There are more restrictive continuity properties, like Uniform Continuity, that are global, rather than point-wise, but that is a different discussion.

oantolin ,
@oantolin@mathstodon.xyz avatar

@futurebird Wow! All the classics together in one survey! I'm not surprised it riles people up.

barrygoldman1 ,
@barrygoldman1@sauropods.win avatar

@futurebird bored me.

dpnash ,
@dpnash@c.im avatar

@futurebird Not a mathematician here, merely math-adjacent in school (chemistry with a relatively large extra dose of physics), but I recognize enough of these to grimace at more than a few of them, and I damn near lost it laughing at 100 (I'm on team "third answer" for that one).

OscarCunningham ,
@OscarCunningham@mathstodon.xyz avatar

@futurebird For the name of the sequence a₁, a₂, a₃, …, did anyone else answer 'a'?

glitzersachen ,

@futurebird

This is pure evil. Somebody will have to do penance for that.
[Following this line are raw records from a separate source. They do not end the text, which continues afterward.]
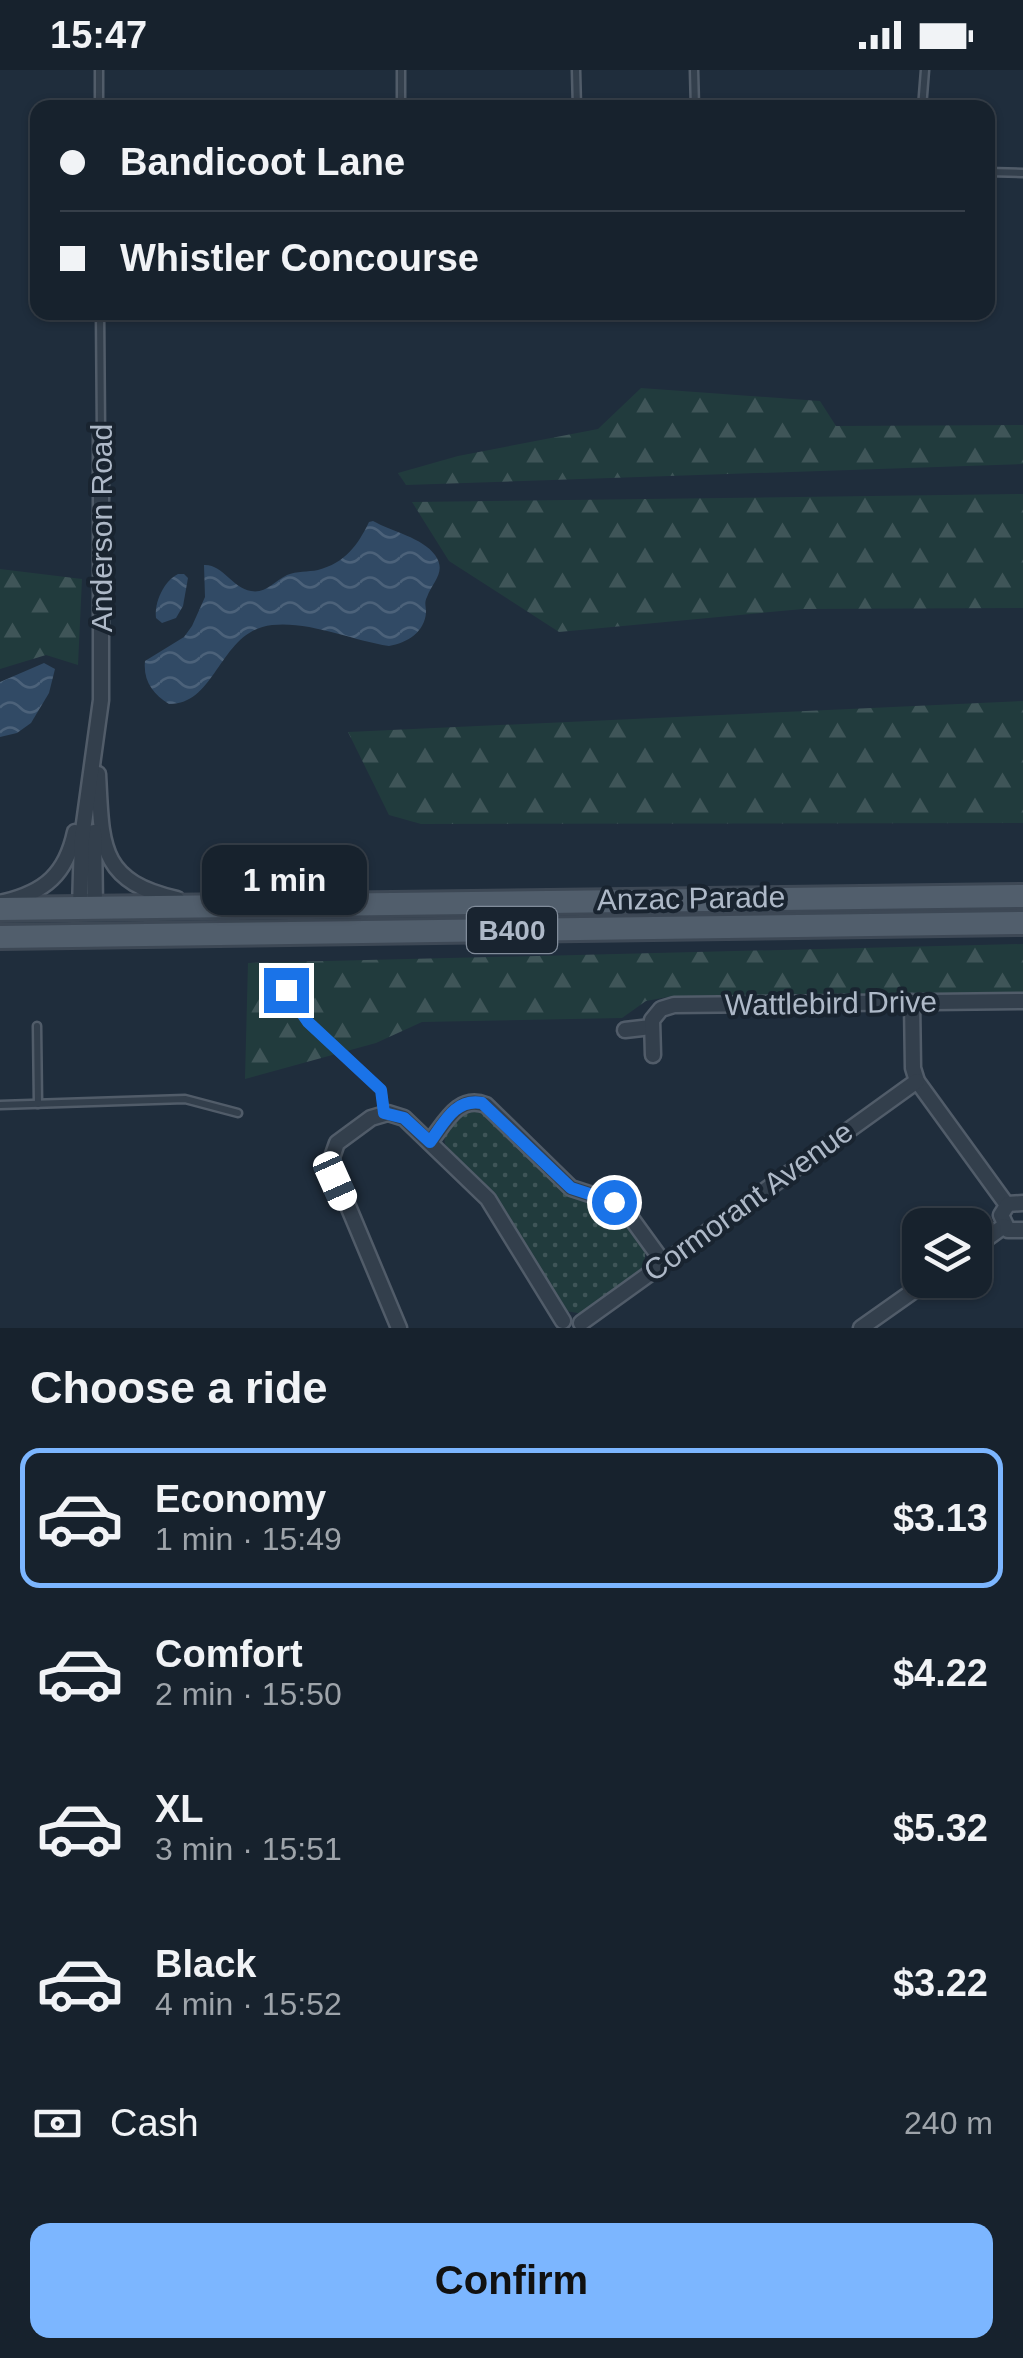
<!DOCTYPE html>
<meta charset="utf-8">
<style>
body{margin:0;font-family:Arial,sans-serif;background:#202a35;color:#f1f3f6;height:100vh;display:flex;flex-direction:column;font-size:38px;white-space:nowrap}
*{box-sizing:border-box;margin:0}
p{font-size:32px;color:#9ea4aa}
.icon{flex:none;width:55px;height:55px;fill:none;stroke:currentColor;stroke-width:2;stroke-linecap:round;stroke-linejoin:round}
.map{position:relative;height:1258px;overflow:hidden}
.side{display:flex;flex-direction:column;background:#17222d;flex:1}
.side>*{flex:none}
.hud{position:absolute;left:30px;top:30px;width:965px;height:220px;border-radius:20px;box-shadow:0 2px 8px #0004,0 0 0 2px #363f49;display:grid;align-content:center;height:220px;padding:0 30px;background:#17222d}
.buttons{position:absolute;left:902px;top:1138px;display:grid;gap:20px}
.buttons a{display:grid;place-items:center;width:90px;height:90px;border-radius:20px;background:#17222d;box-shadow:0 2px 8px #0004,0 0 0 2px #363f49;font-size:50px}
.end{position:absolute;width:45px;height:45px;margin:-22px;border:12px solid #1a73e8;background:#fff;box-shadow:0 0 0 5px #fff}
.from{border-radius:50%}
.bubble{position:absolute;height:70px;border-radius:20px;background:#17222d;box-shadow:0 2px 8px #0004,0 0 0 2px #363f49;font-size:32px;font-weight:600;line-height:70px;text-align:center}
.car{position:absolute;width:30px;height:60px;margin:-30px -15px;border-radius:12px;box-shadow:0 0 8px 2px #0007;background:linear-gradient(#fff 24%,#345 0 40%,#fff 0 76%,#345 0 86%,#fff 0)}
.hud b{display:flex;align-items:center;gap:35px;height:95px;font-size:38px}
.hud b+b{border-top:2px solid #363f49}
.hud i{width:25px;height:25px;background:#f1f3f6}
ul{padding:0;list-style:none}
li{display:flex;align-items:center;gap:30px;height:140px;margin:0 20px 15px;padding:0 10px;border:5px solid transparent;border-radius:20px}
li div{flex:1}
li b{display:block;font-size:38px}
li em{font-style:normal;font-weight:600}
li.on{border-color:#7cb6ff}
li>.icon{width:90px;height:90px;stroke-width:1.5}
h2{padding:0 30px;font-size:45px;line-height:120px}
.pay{display:flex;align-items:center;gap:25px;height:110px;padding:0 30px;font-size:38px}
.pay p{margin-inline-start:auto}
.primary-button{display:flex;gap:20px;margin-top:auto;padding:20px 30px}
.primary-button a{flex:1;height:115px;border-radius:20px;background:#7cb6ff;color:#111;font-size:40px;font-weight:600;line-height:115px;text-align:center}
.status{display:flex;justify-content:space-between;align-items:center;height:70px;padding:0 50px;background:#17222d;direction:ltr}
.status svg{height:28px;fill:currentColor}
.map>svg:first-child{display:block}
.green{fill:url(#green-dots)}
.forest{fill:url(#forest-firs)}
.water{fill:url(#water-waves)}
.lines{fill:none;stroke-linecap:round;stroke-linejoin:round}
.service-casing{stroke:#515c69;stroke-width:11}
.minor-casing{stroke:#515c69;stroke-width:19}
.primary-casing{stroke:#3d4855;stroke-width:28}
.service{stroke:#333f4c;stroke-width:6}
.minor{stroke:#333f4c;stroke-width:14}
.primary{stroke:#515e6c;stroke-width:22}
.route{stroke:#1a73e8;stroke-width:12}
.labels{text-anchor:middle;dominant-baseline:central;stroke-width:8;stroke-linejoin:round;paint-order:stroke}
.shield{fill:#192430;stroke:#818c9a;stroke-width:2.5}
.shield-label{font-size:28px;font-weight:bold;fill:#aeb9c8}
.street-label{font-size:30px;fill:#aeb9c8;stroke:#192430}
</style>
<div class="status"><b>15:47</b><svg viewBox="0 0 49 12"><path d="M0 12V9h3v3zM5 12V6h3v6zM10 12V3h3v9zM15 12V0h3v12zM26 1h20v11H26zM47 4h2v5h-2z"/></svg></div>
<div class="map">
<svg width="1023" height="1258" viewBox="0 0 1023 1258">
<defs>
<pattern id="green-dots" width="8" height="8" patternUnits="userSpaceOnUse" patternTransform="scale(2.5)"><rect width="8" height="8" fill="#213b3d"/><path d="M2 2h.1M6 6h.1" fill="none" stroke="#3f5558" stroke-width="1.8" stroke-linecap="round"/></pattern>
<pattern id="forest-firs" width="22" height="20" patternUnits="userSpaceOnUse" patternTransform="scale(2.5)"><rect width="22" height="20" fill="#213b3d"/><path d="M5 1l3.5 6h-7zM16 11l3.5 6h-7z" fill="#3f5558"/></pattern>
<pattern id="water-waves" width="16" height="10" patternUnits="userSpaceOnUse" patternTransform="scale(2.5)"><rect width="16" height="10" fill="#314a65"/><path d="M0 5q4-4 8 0t8 0" fill="none" stroke="#4c627a"/></pattern>
</defs>
<rect width="100%" height="100%" fill="#1f2d3c"/>
<!-- green -->
<path class="green" d="M469,1040H481L489,1046L559,1113L621,1144L645,1178V1200L583,1244L566,1241L506,1142L445,1074C442,1058 455,1045 469,1040Z"/>
<!-- forest -->
<g class="forest">
<polygon points="641,318 820,331 836,356 1023,355 1023,394 406,415 398,403 458,386 598,359"/>
<polygon points="1023,424 1023,538 803,539 559,562 449,491 412,432"/>
<polygon points="0,499 82,509 78,595 46,585 0,599"/>
<polygon points="1023,631 1023,753 421,754 389,745 348,662"/>
<polygon points="1023,874 1023,924 673,926 646,931 622,948 422,952 376,973 245,1009 248,893"/>
</g>
<!-- water -->
<g class="water">
<path d="M373,451C391,461 423,468 435,485C447,502 433,511 427,527C424,533 426,536 426,542C425,562 407,573 389,576C351,570 310,551 272,555C219,561 217,635 169,634C153,624 143,611 145,591L184,567L192,556L205,527L204,495C223,494 232,518 251,521C265,524 275,511 287,505C297,501 308,502 318,500C345,493 358,475 369,452Z"/>
<path d="M178,504H184L188,508L183,536L176,548L162,553L156,548C154,532 164,511 178,504Z"/>
<polygon points="44,593 55,599 49,623 31,653 17,663 0,667 0,612"/>
</g>
<g class="lines">
<defs>
<g id="service">
<polyline points="99,0 99,38"/>
<polyline points="576,0 577,38"/>
<polyline points="694,0 695,38"/>
<polyline points="401,38 401,0"/>
<polyline points="922,38 925,0"/>
<polyline points="988,102 1023,103"/>
<polyline points="100,242 101,363"/>
<polyline points="284,911 292,931 308,952 381,1020 384,1042"/>
<polyline points="37,956 38,1034"/>
<polyline points="0,1035 185,1029 238,1043"/>
</g>
<g id="minor">
<path d="M98,704C102,775 98,811 177,829"/>
<polyline points="94,762 95,838"/>
<path d="M4,832C45,822 66,804 75,762"/>
<polyline points="80,839 82,768 101,630 101,365"/>
<polyline points="912,932 913,998 917,1011 1007,1135"/>
<polyline points="625,960 651,957"/>
<polyline points="653,985 652,950 661,939 674,935 1023,931"/>
<path d="M430,1072C445,1053 458,1024 486,1035L571,1118L614,1132L626,1141L663,1192"/>
<polyline points="1023,1133 1008,1134 1001,1145 1008,1160 1023,1160"/>
<polyline points="975,1177 1004,1156"/>
<polyline points="581,1253 917,1011"/>
<polyline points="399,1258 330,1093 337,1073 371,1048 388,1043 404,1048 488,1129 563,1251"/>
<polyline points="861,1258 929,1210"/>
</g>
<g id="primary">
<polyline points="0,839 1023,826"/>
<polyline points="0,867 1023,853"/>
</g>
</defs>
<!-- service casing -->
<use href="#service" class="service-casing"/>
<!-- minor casing -->
<use href="#minor" class="minor-casing"/>
<!-- primary casing -->
<use href="#primary" class="primary-casing"/>
<!-- service -->
<use href="#service" class="service"/>
<!-- minor -->
<use href="#minor" class="minor"/>
<!-- primary -->
<use href="#primary" class="primary"/>
</g>
<g class="lines">
<!-- route -->
<path class="route" d="M286,920L308,952L381,1020L384,1043L404,1048L430,1072C444,1053 455,1028 482,1033L571,1118L614,1132"/>
</g>
<g class="labels">
<!-- shield labels -->
<rect class="shield" x="467" y="837" width="90" height="46" rx="8"/>
<g class="shield-label">
<text x="512" y="860">B400</text>
</g>
<!-- street labels -->
<g class="street-label">
<text transform="translate(101 458) rotate(-90)">Anderson Road</text>
<text transform="translate(691 828) rotate(-1)">Anzac Parade</text>
<text transform="translate(831 933) rotate(-1)">Wattlebird Drive</text>
<text transform="translate(748 1131) rotate(-36)">Cormorant Avenue</text>
</g>
</g>
</svg>
<div class="buttons">
<a><svg class="icon" aria-label="layers" viewBox="0 0 24 24"><path d="M12 4l9 5-9 5-9-5zM3 14l9 5 9-5"/></svg></a>
</div>
<i class="end from" style="left:614px;top:1132px"></i>
<i class="end" style="left:286px;top:920px"></i>
<div class="bubble" style="left:202px;top:775px;width:165px">1 min</div>
<i class="car" style="left:335px;top:1111px;rotate:156deg"></i>
<div class="hud">
<b><i class="from"></i>Bandicoot Lane</b>
<b><i></i>Whistler Concourse</b>
</div>
</div>
<section class="side">
<h2>Choose a ride</h2>
<ul>
<li class="on"><svg class="icon" aria-label="car" viewBox="0 0 24 24"><path d="M5 17H2v-5l4-1 3-4h7l3 4 3 1v5h-3M9 17h6M6 11h13"/><circle cx="7" cy="17" r="2"/><circle cx="17" cy="17" r="2"/></svg><div><b>Economy</b><p>1 min · 15:49</p></div><em>$3.13</em></li>
<li><svg class="icon" aria-label="car" viewBox="0 0 24 24"><path d="M5 17H2v-5l4-1 3-4h7l3 4 3 1v5h-3M9 17h6M6 11h13"/><circle cx="7" cy="17" r="2"/><circle cx="17" cy="17" r="2"/></svg><div><b>Comfort</b><p>2 min · 15:50</p></div><em>$4.22</em></li>
<li><svg class="icon" aria-label="car" viewBox="0 0 24 24"><path d="M5 17H2v-5l4-1 3-4h7l3 4 3 1v5h-3M9 17h6M6 11h13"/><circle cx="7" cy="17" r="2"/><circle cx="17" cy="17" r="2"/></svg><div><b>XL</b><p>3 min · 15:51</p></div><em>$5.32</em></li>
<li><svg class="icon" aria-label="car" viewBox="0 0 24 24"><path d="M5 17H2v-5l4-1 3-4h7l3 4 3 1v5h-3M9 17h6M6 11h13"/><circle cx="7" cy="17" r="2"/><circle cx="17" cy="17" r="2"/></svg><div><b>Black</b><p>4 min · 15:52</p></div><em>$3.22</em></li>
</ul>
<div class="pay"><svg class="icon" aria-label="cash" viewBox="0 0 24 24"><path d="M3 7h18v10H3z"/><circle cx="12" cy="12" r="2"/></svg>Cash<p>240 m</p></div>
<div class="primary-button"><a>Confirm</a></div>
</section>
A lot.

christianp ,
@christianp@mathstodon.xyz avatar

@futurebird that is an impressively long list!

futurebird OP ,
@futurebird@sauropods.win avatar

This is the source of the survey:

https://cims.nyu.edu/~tjl8195

grumpasaurus ,
@grumpasaurus@fosstodon.org avatar

@futurebird so where did you bury the bodies of your fellow survey takers

futurebird OP ,
@futurebird@sauropods.win avatar

@grumpasaurus

Those who answer incorrectly on the math survey shall be upgraded in purpose to feed 'the girls' ... thus we all contribute in our way.

snork303 ,
@snork303@toot.community avatar

@futurebird
I am confident that I answered the last question correctly.

gi124 ,
@gi124@mastodon.social avatar

@futurebird I'd like to see response statistics....

dimsumthinking ,
@dimsumthinking@mastodon.social avatar

@futurebird Really? except for the very few where there were actual right answers I found myself not caring much - that more than one was acceptable.

kechpaja ,
@kechpaja@social.kechpaja.com avatar

@futurebird There may need to be a version of this for linguists at some point.

futurebird OP ,
@futurebird@sauropods.win avatar

@kechpaja

Blood would run in the streets

glowl ,
@glowl@chaos.social avatar

@futurebird Where did they get my collection of all the questions i had and would have about notation and agreements among mathematicians from?!